Towards "Dark" Social Networking Services

Thorsten StrufeThorsten Strufe

Technical University of Darmstadt

Wednesday, March 27, 2013
11:00 a.m., ICSI Lecture Hall

 

 

Means for comprehensive identity concealment are a basic prerequisite for freedom of speech: only writing anonymously, or under a pseudonym, and without the danger of being identified and sought out in the physical world enables individuals to state their opinions not only under oppressive regimes, but in "the free world" as well, avoiding trace and prosecution, or even just ridicule. TOR has been proposed to conceal network addresses. Several attacks, however, have been devised, it is prone to filtering, and it requires trust into the exit nodes. Darknets, for that matter, conceal network identities by restricting connections to devices of individuals with a mutual trust relationship in the real world. Freenet is the only fully implemented and deployed Darknet. Restricting the topology to the social graph, Freenet employs graph embedding to approximate a structured topology and terminally allow for some greedy-like routing.

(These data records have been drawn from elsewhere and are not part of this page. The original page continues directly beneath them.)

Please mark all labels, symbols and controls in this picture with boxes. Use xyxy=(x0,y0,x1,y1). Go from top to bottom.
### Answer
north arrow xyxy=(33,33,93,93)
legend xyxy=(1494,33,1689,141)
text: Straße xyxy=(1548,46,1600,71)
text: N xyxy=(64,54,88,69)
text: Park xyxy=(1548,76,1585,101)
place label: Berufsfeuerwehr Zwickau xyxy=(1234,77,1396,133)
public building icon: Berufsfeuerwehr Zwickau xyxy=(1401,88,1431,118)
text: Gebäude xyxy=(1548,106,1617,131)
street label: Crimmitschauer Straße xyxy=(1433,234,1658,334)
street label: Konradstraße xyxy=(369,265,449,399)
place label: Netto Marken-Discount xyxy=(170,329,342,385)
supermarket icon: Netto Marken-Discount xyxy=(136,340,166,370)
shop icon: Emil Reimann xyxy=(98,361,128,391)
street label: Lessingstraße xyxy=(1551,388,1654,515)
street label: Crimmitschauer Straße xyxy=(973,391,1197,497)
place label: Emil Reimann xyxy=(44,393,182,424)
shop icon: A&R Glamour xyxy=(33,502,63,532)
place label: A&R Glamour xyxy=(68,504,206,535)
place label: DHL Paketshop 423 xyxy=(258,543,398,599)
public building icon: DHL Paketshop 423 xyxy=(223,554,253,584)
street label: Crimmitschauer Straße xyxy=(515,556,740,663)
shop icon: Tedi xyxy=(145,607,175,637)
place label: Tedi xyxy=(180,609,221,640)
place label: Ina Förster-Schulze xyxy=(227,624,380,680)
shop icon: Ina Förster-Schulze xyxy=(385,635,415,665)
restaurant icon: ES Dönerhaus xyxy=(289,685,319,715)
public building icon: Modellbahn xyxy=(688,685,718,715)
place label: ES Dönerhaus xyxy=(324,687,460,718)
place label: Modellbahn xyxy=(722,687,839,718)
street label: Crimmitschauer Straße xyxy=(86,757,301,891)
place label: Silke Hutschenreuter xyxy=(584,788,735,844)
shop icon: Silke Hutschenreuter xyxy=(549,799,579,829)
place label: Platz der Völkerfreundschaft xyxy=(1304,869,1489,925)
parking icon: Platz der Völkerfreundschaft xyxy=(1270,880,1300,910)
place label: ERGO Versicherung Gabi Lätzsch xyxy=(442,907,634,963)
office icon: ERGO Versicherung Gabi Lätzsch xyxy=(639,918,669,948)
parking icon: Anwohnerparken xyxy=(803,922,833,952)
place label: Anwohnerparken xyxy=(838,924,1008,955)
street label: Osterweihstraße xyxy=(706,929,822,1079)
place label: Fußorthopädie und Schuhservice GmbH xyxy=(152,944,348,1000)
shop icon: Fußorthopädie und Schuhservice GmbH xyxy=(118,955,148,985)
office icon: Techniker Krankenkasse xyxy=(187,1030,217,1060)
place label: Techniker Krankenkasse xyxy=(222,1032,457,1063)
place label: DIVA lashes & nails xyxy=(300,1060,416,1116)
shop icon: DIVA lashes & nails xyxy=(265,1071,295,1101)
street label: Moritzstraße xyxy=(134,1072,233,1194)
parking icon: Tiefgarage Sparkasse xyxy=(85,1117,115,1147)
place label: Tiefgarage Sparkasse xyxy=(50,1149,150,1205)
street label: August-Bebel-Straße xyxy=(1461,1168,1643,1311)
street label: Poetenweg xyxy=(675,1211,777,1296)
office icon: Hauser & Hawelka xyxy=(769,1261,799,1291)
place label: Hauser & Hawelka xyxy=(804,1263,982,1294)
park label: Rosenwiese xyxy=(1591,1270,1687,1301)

Analyzing Freenet, we came up with ad-hoc attacks that break both embedding and routing. We propose an adapted embedding that is resistant, at least to all attacks known to us. Analyzing the routing we additionally devised a novel Darknet model and prove that Freenet routing can not be successful in an expected polylog number of routing steps. We hence propose an adapted routing that is slightly less performant in some cases, yet achieves an expected polylog routing length. We finally examine an entirely different class of embeddings. They achieve perfect greedy embeddings, at the cost of an again slightly higher weakness to attacks and slight loss of information about the social neighborhood of users. In the talk I'll give a brief overview of our model, proofs, and proposed solutions towards censorship resistant communication.

View the slides from the talk.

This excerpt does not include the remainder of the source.